Exercise goal — Among the entries below, extract exactly the lines that run from the one with "15V3M7 8l5-5 5" through the one with "<div><p>Distancia</p><b>0.76<small> km</small></b></div>", both ends included.

Input —

##############################

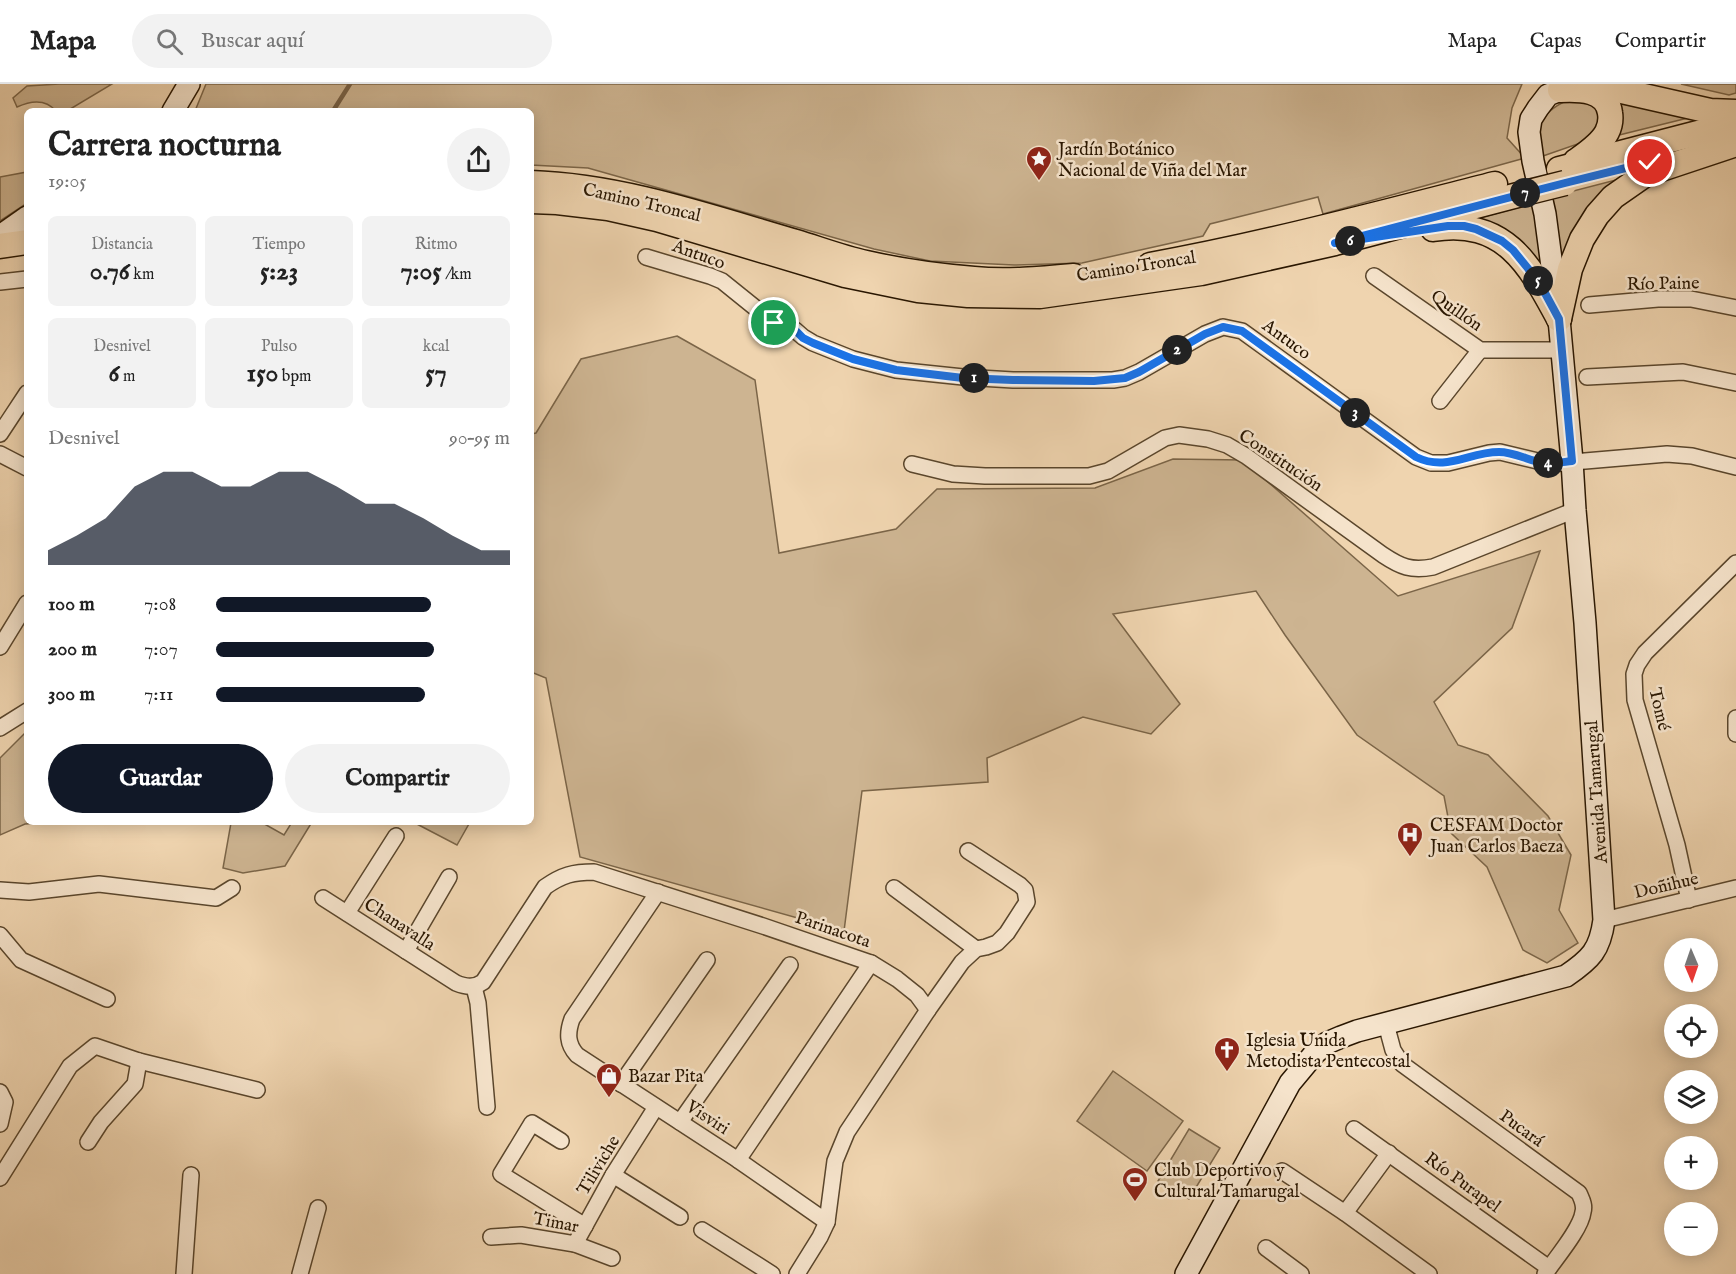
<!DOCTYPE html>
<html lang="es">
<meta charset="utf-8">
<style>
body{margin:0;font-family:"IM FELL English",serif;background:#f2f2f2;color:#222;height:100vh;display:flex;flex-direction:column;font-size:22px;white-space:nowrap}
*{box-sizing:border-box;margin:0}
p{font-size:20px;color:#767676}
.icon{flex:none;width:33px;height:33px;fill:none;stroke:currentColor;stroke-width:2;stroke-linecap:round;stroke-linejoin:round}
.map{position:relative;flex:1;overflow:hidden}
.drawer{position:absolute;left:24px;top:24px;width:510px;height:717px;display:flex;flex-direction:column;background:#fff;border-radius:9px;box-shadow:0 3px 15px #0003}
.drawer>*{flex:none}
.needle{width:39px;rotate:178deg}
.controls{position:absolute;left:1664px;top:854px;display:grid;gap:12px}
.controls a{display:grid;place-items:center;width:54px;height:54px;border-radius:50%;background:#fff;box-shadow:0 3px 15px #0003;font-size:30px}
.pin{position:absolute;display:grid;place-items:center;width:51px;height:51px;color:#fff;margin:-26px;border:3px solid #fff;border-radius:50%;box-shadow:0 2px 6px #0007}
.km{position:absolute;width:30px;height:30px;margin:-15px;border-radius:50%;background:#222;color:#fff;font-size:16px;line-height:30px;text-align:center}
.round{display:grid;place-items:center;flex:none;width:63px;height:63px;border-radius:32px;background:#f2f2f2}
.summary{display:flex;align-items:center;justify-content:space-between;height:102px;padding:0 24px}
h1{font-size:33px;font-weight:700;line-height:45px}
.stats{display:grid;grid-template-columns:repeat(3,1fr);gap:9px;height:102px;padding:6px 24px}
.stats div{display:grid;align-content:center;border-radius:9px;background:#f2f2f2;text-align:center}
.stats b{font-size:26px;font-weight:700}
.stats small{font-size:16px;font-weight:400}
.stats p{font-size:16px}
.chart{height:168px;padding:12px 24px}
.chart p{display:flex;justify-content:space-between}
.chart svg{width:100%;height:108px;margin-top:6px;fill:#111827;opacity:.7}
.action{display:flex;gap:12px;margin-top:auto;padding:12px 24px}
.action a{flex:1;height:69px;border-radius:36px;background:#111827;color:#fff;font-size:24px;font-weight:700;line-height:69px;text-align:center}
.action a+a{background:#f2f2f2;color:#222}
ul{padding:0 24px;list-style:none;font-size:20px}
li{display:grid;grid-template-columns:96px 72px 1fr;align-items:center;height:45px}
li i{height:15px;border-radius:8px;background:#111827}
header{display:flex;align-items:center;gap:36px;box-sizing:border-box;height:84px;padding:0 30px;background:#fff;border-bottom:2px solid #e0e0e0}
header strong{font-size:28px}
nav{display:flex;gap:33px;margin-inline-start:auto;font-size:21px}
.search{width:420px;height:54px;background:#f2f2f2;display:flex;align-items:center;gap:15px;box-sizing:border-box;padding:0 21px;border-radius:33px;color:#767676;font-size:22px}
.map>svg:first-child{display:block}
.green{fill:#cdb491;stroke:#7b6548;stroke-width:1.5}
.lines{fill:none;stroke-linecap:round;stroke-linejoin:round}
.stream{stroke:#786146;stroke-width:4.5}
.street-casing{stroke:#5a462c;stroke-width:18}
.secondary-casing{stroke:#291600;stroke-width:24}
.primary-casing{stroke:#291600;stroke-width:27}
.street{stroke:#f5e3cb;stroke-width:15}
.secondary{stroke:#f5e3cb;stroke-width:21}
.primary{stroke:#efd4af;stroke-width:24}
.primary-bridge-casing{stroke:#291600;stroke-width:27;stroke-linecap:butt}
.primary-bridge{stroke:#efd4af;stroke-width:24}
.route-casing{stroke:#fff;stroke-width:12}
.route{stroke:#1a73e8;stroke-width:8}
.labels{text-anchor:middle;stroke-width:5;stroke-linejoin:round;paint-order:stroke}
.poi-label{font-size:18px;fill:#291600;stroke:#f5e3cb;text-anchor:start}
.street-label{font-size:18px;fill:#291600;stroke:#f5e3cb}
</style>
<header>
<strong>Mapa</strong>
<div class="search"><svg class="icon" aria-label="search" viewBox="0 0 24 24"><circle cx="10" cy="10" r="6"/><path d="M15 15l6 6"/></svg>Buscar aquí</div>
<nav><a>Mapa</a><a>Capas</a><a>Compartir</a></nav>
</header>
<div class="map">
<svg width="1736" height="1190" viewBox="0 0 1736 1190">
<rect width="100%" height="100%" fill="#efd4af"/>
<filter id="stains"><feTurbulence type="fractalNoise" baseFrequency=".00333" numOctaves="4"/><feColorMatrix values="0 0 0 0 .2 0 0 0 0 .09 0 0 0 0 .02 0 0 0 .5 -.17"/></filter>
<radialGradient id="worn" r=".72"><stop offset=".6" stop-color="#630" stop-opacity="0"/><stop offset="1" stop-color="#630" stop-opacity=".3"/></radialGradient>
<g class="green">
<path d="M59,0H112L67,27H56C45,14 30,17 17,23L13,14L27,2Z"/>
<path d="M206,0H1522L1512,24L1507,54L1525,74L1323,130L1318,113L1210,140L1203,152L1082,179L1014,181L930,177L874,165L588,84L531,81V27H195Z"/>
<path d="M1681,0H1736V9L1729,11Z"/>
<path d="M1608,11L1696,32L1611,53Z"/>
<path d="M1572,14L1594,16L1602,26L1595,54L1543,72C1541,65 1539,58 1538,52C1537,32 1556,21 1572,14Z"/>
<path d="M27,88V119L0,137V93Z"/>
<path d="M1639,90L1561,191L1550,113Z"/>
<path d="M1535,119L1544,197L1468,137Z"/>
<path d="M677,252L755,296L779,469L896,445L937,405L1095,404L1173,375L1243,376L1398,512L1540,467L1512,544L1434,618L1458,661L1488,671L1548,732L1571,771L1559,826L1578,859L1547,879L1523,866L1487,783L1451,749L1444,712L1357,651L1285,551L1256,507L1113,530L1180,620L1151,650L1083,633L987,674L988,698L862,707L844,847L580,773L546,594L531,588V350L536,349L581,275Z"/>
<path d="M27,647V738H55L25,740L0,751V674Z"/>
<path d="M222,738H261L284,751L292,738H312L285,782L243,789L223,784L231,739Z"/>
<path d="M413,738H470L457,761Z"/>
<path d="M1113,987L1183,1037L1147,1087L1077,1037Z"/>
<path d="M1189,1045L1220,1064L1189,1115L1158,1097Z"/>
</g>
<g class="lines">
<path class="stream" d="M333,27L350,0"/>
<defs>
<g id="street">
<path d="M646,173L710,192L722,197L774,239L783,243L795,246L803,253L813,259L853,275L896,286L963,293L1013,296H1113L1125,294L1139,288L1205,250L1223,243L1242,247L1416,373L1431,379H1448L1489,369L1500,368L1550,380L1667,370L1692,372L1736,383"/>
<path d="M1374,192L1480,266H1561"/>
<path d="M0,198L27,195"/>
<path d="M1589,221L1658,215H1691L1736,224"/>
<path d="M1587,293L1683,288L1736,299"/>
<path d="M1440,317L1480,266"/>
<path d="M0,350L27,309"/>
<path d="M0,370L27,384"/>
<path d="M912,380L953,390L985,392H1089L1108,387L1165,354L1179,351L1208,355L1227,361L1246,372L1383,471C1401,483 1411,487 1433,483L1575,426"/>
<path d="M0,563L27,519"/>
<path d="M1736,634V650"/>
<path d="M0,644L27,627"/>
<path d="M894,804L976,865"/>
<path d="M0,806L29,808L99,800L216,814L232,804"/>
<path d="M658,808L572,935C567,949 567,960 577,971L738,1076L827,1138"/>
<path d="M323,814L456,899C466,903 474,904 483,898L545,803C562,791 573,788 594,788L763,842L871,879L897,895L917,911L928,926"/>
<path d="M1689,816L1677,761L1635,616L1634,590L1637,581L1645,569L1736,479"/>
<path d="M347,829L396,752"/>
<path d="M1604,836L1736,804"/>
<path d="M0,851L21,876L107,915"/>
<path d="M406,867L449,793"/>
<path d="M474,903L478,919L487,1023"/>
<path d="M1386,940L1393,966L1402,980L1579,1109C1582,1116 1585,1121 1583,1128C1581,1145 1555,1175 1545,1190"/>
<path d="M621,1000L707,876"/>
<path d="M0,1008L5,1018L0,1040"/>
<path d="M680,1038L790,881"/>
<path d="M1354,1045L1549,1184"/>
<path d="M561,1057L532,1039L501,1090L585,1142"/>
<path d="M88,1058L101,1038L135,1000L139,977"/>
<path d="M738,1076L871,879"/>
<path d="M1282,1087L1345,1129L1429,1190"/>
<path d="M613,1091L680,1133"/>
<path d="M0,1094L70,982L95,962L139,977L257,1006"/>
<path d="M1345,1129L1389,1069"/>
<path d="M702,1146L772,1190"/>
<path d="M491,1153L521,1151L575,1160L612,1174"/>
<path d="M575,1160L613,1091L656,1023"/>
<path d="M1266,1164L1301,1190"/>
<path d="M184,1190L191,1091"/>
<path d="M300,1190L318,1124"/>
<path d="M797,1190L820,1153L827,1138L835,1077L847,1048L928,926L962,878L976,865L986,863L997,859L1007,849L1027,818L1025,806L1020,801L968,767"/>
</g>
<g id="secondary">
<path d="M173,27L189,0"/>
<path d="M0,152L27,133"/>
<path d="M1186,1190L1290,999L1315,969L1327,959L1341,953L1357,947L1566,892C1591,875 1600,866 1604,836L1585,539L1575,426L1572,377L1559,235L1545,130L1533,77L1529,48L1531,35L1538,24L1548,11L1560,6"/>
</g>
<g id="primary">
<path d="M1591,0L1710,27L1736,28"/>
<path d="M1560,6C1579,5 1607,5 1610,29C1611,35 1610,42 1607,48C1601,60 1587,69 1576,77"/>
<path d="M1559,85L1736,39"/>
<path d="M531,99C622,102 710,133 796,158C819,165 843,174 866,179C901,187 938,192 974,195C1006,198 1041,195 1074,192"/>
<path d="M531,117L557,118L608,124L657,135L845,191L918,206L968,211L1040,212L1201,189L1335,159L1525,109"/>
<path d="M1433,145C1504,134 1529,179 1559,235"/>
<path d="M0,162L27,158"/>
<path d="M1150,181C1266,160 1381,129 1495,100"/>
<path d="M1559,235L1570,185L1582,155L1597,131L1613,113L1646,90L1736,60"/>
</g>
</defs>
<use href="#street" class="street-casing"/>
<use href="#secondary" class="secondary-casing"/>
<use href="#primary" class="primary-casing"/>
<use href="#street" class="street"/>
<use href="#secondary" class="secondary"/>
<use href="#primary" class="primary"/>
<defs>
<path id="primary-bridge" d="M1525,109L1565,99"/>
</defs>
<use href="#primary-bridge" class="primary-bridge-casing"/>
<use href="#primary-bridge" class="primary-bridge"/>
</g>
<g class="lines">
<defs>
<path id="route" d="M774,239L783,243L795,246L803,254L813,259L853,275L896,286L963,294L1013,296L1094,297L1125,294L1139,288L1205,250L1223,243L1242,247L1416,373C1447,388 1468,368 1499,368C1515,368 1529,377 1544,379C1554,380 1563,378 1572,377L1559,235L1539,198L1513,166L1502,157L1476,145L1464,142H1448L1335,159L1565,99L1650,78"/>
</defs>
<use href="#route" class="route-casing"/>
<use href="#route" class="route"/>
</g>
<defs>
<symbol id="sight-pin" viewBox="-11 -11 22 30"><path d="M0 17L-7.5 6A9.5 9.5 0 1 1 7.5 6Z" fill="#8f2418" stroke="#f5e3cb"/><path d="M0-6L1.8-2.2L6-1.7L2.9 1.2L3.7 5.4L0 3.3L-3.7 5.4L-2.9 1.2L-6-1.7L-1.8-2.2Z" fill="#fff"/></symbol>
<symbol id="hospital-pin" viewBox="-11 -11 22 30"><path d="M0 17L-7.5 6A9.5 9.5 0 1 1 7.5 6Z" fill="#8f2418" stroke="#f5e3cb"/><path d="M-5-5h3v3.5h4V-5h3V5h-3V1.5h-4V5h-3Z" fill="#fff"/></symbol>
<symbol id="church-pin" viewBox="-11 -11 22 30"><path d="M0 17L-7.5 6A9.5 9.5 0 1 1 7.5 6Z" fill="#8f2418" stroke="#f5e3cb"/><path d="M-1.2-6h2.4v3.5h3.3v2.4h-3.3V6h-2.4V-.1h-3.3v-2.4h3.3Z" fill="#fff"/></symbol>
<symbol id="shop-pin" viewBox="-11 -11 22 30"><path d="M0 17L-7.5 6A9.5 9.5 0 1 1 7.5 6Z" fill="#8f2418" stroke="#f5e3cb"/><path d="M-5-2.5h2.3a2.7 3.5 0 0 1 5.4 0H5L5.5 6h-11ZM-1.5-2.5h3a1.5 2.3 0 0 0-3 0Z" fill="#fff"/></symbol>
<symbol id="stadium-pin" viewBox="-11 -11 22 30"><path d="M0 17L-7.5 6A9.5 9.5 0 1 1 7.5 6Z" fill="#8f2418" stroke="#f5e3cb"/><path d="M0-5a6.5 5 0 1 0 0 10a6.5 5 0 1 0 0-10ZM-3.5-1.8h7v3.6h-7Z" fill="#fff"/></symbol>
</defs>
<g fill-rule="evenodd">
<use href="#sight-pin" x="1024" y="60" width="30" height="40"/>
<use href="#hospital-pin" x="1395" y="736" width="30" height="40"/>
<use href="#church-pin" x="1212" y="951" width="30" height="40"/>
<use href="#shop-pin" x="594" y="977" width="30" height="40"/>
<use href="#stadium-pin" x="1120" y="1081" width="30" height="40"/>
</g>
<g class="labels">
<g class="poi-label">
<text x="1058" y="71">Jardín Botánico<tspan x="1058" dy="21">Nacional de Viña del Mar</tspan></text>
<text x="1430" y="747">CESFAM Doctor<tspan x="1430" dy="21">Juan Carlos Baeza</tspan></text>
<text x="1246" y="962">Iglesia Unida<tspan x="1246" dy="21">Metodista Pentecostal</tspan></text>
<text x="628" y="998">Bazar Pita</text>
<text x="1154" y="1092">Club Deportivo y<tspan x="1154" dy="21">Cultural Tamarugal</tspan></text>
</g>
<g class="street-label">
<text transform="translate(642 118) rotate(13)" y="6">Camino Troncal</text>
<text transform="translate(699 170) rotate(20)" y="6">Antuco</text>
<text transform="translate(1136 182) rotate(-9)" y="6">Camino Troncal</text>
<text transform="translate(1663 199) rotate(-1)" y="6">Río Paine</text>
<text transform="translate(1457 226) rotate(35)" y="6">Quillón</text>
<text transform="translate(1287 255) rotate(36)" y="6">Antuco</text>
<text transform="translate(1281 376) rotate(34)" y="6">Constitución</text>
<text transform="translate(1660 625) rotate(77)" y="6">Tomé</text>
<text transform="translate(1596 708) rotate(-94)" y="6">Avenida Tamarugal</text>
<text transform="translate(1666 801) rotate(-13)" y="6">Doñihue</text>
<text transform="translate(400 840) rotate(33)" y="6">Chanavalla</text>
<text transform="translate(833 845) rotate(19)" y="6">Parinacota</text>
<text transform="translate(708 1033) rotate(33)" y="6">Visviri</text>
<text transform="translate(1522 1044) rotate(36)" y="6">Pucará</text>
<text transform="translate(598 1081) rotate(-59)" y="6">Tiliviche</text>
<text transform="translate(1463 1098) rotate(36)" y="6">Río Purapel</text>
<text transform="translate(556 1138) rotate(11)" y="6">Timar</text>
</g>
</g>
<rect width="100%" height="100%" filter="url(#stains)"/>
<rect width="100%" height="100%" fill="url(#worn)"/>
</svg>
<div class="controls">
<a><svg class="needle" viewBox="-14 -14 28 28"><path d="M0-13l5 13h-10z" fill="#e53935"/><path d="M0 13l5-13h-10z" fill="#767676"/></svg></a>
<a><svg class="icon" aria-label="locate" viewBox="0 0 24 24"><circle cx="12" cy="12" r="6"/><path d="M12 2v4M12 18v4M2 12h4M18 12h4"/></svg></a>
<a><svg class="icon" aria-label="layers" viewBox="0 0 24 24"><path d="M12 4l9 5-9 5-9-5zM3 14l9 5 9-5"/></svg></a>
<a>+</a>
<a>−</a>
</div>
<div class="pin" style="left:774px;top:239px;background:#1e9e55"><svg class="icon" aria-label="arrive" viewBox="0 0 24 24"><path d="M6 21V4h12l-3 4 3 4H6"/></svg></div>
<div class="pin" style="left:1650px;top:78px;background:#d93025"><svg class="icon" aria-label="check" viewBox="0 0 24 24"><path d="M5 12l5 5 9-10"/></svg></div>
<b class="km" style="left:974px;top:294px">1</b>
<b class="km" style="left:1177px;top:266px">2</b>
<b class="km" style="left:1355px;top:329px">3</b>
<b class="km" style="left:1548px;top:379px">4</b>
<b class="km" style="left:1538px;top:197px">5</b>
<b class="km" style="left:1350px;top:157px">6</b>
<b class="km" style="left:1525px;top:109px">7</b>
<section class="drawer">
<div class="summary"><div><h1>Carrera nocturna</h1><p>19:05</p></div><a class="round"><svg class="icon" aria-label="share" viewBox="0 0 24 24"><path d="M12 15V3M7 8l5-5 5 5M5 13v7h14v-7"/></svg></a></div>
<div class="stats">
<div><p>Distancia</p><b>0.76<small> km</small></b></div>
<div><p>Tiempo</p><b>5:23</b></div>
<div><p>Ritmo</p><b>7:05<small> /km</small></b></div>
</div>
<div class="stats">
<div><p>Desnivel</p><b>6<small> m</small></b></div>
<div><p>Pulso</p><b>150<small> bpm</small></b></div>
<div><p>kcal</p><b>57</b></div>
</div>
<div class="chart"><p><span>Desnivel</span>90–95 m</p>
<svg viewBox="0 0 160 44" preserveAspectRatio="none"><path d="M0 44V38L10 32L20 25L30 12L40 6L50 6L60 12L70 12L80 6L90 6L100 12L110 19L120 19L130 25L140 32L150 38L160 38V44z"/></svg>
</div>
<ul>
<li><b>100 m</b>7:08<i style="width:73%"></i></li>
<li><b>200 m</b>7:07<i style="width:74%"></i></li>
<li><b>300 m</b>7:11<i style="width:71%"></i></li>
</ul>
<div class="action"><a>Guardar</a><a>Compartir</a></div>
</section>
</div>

##############################

Response to this exercise —
<div class="summary"><div><h1>Carrera nocturna</h1><p>19:05</p></div><a class="round"><svg class="icon" aria-label="share" viewBox="0 0 24 24"><path d="M12 15V3M7 8l5-5 5 5M5 13v7h14v-7"/></svg></a></div>
<div class="stats">
<div><p>Distancia</p><b>0.76<small> km</small></b></div>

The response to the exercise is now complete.